Innovative collaborations with private, non-federal partners are a cornerstone of the work done by NASA’s Interagency Implementation and Advanced Concepts Team (IMPACT). One such collaboration with International Business Machines (IBM) has yielded INDUS, a groundbreaking suite of large language models (LLMs) designed specifically for the domains of Earth science, biological and physical sciences, heliophysics, planetary sciences, and astrophysics. These models are meticulously trained using curated scientific corpora drawn from diverse data sources, making them powerful tools for advancing scientific research.
The INDUS Advantage
INDUS includes two types of models: encoders and sentence transformers. Encoders convert natural language text into numeric codes that can be processed by the LLM. The INDUS encoders were trained on a colossal corpus of 60 billion tokens encompassing data from astrophysics, planetary science, Earth science, heliophysics, biological, and physical sciences. What sets INDUS apart is its custom tokenizer, developed by the IMPACT-IBM collaborative team, which improves upon generic tokenizers by recognizing scientific terms like “biomarkers” and “phosphorylated.” Over half of the 50,000-word vocabulary contained in INDUS is unique to the specific scientific domains used for its training. These encoder models were fine-tuned with approximately 268 million text pairs, including titles/abstracts and questions/answers, to enhance the sentence transformer models.
By equipping INDUS with domain-specific vocabulary, the IMPACT-IBM team achieved superior performance over open, non-domain-specific LLMs on benchmarks for biomedical tasks, scientific question-answering, and Earth science entity recognition tests. Designed for diverse linguistic tasks and retrieval-augmented generation, INDUS excels at processing researcher questions, retrieving relevant documents, and generating accurate answers. For latency-sensitive applications, the team developed smaller, faster versions of both the encoder and sentence transformer models.

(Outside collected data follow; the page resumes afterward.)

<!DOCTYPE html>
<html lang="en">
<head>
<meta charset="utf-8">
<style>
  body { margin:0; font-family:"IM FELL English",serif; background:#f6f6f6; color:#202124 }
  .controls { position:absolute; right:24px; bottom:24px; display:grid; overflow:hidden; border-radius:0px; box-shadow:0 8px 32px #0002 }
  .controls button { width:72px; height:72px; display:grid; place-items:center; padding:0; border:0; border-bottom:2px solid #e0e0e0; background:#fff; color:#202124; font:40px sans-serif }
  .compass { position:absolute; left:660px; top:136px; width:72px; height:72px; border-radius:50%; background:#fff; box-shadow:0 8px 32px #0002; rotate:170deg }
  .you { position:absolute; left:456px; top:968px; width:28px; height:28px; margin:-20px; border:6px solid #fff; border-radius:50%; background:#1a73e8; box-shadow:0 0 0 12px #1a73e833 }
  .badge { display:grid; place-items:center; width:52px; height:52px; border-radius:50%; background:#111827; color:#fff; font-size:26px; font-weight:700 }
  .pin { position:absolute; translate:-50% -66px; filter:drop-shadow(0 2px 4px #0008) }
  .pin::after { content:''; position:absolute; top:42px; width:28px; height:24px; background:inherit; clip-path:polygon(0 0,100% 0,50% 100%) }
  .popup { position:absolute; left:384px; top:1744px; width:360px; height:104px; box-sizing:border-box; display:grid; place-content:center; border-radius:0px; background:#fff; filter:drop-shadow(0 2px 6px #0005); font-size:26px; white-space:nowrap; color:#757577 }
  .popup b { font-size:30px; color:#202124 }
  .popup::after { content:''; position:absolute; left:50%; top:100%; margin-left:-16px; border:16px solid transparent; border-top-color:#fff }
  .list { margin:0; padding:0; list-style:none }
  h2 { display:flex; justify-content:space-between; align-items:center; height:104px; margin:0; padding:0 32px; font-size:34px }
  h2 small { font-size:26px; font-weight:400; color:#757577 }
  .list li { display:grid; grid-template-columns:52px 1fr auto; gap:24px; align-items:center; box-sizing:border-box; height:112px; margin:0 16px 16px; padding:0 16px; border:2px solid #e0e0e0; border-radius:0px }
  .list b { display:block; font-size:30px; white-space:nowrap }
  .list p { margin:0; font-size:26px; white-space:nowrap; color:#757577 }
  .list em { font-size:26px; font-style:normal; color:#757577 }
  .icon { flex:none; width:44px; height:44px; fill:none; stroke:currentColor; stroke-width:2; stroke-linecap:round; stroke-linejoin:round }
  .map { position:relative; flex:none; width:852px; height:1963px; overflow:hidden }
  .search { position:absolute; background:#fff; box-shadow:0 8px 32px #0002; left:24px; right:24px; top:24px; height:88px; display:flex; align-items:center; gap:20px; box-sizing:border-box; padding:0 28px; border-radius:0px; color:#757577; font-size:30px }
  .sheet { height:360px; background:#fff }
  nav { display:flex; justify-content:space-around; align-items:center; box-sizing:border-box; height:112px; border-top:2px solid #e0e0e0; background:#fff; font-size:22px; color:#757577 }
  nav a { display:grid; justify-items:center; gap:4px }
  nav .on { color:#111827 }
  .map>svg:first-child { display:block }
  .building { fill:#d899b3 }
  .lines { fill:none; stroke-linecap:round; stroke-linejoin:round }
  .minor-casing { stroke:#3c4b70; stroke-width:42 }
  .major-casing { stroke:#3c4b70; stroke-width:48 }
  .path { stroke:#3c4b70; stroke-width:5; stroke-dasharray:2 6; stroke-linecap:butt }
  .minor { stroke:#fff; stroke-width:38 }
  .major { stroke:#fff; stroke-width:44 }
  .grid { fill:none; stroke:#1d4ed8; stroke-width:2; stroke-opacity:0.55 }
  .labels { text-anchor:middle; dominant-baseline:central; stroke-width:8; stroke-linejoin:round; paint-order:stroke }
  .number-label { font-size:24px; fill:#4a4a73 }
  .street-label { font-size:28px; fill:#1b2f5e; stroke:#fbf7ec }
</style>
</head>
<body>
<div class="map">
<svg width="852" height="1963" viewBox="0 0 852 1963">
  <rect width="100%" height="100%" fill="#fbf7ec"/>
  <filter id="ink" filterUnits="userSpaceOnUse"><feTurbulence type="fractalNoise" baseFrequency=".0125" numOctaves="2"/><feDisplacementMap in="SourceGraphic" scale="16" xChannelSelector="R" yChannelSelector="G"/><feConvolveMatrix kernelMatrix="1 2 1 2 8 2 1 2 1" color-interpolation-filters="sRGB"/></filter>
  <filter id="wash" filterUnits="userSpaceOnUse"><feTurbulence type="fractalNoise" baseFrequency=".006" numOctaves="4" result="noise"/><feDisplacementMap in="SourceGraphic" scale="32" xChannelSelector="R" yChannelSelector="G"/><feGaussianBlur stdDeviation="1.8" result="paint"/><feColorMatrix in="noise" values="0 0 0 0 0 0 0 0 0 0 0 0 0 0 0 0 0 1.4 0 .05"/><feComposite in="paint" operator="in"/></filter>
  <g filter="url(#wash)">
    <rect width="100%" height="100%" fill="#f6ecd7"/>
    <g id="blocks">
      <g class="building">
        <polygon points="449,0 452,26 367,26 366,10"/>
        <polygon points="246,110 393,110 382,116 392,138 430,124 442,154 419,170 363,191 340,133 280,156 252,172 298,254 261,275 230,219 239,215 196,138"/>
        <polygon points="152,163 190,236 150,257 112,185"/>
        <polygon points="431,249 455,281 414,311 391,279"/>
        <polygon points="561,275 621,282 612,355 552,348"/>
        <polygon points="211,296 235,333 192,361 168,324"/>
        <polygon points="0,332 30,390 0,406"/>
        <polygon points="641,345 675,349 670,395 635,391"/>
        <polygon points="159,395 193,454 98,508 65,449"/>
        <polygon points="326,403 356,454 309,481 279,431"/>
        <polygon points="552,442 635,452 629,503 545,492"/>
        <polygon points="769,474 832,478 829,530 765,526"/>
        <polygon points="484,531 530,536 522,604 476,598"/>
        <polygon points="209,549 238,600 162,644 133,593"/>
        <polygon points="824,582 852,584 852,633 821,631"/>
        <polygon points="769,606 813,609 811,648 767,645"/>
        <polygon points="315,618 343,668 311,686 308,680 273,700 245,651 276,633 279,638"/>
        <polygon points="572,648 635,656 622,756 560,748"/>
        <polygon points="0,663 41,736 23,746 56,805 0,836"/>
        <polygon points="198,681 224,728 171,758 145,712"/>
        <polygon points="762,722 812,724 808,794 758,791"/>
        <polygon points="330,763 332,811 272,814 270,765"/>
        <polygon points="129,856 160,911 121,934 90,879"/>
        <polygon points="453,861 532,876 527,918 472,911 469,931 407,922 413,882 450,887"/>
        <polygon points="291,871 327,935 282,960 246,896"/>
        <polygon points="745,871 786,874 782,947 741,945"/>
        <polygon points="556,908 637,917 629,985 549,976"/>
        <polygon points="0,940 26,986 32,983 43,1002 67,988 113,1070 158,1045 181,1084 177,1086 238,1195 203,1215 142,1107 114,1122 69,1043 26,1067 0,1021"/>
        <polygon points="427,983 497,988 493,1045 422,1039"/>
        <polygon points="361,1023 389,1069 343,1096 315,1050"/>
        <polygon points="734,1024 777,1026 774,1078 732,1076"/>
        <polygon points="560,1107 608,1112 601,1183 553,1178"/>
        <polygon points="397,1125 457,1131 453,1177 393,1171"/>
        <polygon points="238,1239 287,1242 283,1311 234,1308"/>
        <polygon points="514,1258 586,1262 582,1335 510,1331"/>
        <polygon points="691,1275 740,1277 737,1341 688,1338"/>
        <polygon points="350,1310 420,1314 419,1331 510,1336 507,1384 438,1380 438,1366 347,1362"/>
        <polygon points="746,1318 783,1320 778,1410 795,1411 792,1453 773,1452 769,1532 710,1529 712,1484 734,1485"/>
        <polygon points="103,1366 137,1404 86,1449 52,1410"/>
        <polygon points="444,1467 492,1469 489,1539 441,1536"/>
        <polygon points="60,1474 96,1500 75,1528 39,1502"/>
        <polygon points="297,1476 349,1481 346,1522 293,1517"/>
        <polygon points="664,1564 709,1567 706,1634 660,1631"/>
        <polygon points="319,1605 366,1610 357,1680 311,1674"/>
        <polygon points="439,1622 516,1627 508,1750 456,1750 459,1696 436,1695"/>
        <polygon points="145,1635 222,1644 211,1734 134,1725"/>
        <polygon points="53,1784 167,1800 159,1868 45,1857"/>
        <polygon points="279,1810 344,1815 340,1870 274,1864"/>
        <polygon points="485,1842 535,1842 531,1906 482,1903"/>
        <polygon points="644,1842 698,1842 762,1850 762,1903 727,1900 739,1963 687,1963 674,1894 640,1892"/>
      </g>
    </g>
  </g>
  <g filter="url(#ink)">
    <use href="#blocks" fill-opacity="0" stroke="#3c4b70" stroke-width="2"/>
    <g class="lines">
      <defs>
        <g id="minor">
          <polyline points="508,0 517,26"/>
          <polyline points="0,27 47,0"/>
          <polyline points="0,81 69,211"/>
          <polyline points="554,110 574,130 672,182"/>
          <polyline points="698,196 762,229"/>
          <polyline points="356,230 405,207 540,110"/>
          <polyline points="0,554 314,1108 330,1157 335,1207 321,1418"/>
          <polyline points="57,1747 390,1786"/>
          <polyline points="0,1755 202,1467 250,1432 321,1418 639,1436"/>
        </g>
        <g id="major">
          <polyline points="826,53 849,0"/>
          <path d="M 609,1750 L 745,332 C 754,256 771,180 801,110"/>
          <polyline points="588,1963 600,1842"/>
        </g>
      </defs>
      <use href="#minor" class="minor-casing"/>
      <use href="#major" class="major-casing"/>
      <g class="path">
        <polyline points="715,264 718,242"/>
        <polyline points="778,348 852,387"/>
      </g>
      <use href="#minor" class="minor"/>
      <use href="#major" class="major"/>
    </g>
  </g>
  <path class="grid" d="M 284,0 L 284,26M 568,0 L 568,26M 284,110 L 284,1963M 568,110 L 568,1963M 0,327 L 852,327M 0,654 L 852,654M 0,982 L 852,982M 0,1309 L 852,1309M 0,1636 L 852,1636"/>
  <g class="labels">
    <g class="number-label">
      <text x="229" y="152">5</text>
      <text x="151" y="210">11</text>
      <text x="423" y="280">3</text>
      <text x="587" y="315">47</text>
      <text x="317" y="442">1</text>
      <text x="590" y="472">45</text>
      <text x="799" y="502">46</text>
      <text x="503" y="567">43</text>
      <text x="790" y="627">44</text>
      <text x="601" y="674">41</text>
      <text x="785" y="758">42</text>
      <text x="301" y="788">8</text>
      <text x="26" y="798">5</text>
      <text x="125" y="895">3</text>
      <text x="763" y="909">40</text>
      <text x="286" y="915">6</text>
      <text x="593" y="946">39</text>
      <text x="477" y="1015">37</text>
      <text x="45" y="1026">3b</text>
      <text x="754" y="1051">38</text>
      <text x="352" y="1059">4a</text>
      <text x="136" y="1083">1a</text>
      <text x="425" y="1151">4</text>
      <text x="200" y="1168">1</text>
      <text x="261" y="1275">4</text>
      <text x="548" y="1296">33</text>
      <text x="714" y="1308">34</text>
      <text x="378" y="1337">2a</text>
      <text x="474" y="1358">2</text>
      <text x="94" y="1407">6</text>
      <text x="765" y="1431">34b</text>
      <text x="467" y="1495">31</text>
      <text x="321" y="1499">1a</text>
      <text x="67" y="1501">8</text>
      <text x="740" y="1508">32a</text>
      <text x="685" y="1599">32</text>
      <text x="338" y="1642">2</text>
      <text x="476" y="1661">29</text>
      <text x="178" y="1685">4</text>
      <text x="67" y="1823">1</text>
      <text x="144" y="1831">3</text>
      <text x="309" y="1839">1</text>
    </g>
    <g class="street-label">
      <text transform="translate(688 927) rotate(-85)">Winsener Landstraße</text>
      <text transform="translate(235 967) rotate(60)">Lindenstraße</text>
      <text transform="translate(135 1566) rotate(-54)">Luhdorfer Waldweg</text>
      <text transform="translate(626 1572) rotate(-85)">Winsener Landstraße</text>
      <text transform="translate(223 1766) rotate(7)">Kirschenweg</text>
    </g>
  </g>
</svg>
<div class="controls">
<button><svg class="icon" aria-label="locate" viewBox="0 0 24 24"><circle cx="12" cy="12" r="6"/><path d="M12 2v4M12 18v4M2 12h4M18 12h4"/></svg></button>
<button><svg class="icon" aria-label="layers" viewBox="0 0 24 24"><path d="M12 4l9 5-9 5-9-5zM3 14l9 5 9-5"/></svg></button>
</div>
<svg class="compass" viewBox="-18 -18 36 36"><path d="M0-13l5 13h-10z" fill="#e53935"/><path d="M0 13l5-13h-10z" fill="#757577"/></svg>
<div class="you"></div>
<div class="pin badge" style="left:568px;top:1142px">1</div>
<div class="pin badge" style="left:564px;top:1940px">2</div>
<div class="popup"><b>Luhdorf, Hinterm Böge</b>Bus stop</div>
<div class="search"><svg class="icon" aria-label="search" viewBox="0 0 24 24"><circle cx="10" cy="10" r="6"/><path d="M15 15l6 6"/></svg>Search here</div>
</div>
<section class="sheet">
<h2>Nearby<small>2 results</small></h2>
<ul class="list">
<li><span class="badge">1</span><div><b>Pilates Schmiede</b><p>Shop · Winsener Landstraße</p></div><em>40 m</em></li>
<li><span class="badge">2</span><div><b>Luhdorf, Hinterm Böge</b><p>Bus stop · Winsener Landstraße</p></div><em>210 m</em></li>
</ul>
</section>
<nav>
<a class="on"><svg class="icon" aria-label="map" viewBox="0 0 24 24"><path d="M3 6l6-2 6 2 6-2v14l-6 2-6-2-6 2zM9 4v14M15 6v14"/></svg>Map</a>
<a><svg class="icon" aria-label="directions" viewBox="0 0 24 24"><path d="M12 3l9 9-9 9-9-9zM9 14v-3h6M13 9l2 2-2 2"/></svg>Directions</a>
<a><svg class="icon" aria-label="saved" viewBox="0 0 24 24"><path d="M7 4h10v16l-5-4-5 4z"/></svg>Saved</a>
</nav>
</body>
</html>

Validation and Performance
Validation tests have shown that INDUS excels in retrieving relevant passages from scientific corpora in response to a NASA-curated test set of about 400 questions. IBM researcher Bishwaranjan Bhattacharjee noted, “We achieved superior performance by not only having a custom vocabulary but also a large specialized corpus for training the encoder model and a good training strategy. For the smaller, faster versions, we used neural architecture search to obtain a model architecture and knowledge distillation to train it with supervision of the larger model.”
Real-World Applications
INDUS has been evaluated using data from NASA’s Biological and Physical Sciences (BPS) Division. Dr. Sylvain Costes, the NASA BPS project manager for Open Science, highlighted the benefits of incorporating INDUS: “Integrating INDUS with the Open Science Data Repository (OSDR) Application Programming Interface (API) enabled us to develop and trial a chatbot that offers more intuitive search capabilities for navigating individual datasets. We are currently exploring ways to improve OSDR’s internal curation data system by leveraging INDUS to enhance our curation team’s productivity and reduce the manual effort required daily.”
At the NASA Goddard Earth Sciences Data and Information Services Center (GES-DISC), the INDUS model was fine-tuned using labeled data from domain experts to categorize publications specifically citing GES-DISC data into applied research areas. According to NASA principal data scientist Dr. Armin Mehrabian, this fine-tuning “significantly improves the identification and retrieval of publications that reference GES-DISC datasets, which aims to improve the user journey in finding their required datasets.” Furthermore, the INDUS encoder models are integrated into the GES-DISC knowledge graph, supporting a variety of other projects, including the dataset recommendation system and GES-DISC GraphRAG.
Kaylin Bugbee, team lead of NASA’s Science Discovery Engine (SDE), emphasized the benefits INDUS offers to existing applications: “Large language models are rapidly changing the search experience. The Science Discovery Engine, a unified, insightful search interface for all of NASA’s open science data and information, has prototyped integrating INDUS into its search engine. Initial results have shown that INDUS improved the accuracy and relevancy of the returned results.”
The Future of Scientific Research with INDUS
INDUS enhances scientific research by providing researchers with improved access to vast amounts of specialized knowledge. It can understand complex scientific concepts and reveal new research directions based on existing data. INDUS also enables researchers to extract relevant information from a wide array of sources, improving efficiency. Aligned with NASA and IBM’s commitment to open and transparent artificial intelligence, the INDUS models are openly available on Hugging Face. For the benefit of the scientific community, the team has released the developed models and will release the benchmark datasets that span named entity recognition for climate change, extractive QA for Earth science, and information retrieval for multiple domains. The INDUS encoder models are adaptable for science domain applications, and the INDUS retriever models support information retrieval in RAG applications.
INDUS represents a significant leap forward in the application of large language models to scientific research, paving the way for new discoveries and innovations in our understanding of the universe.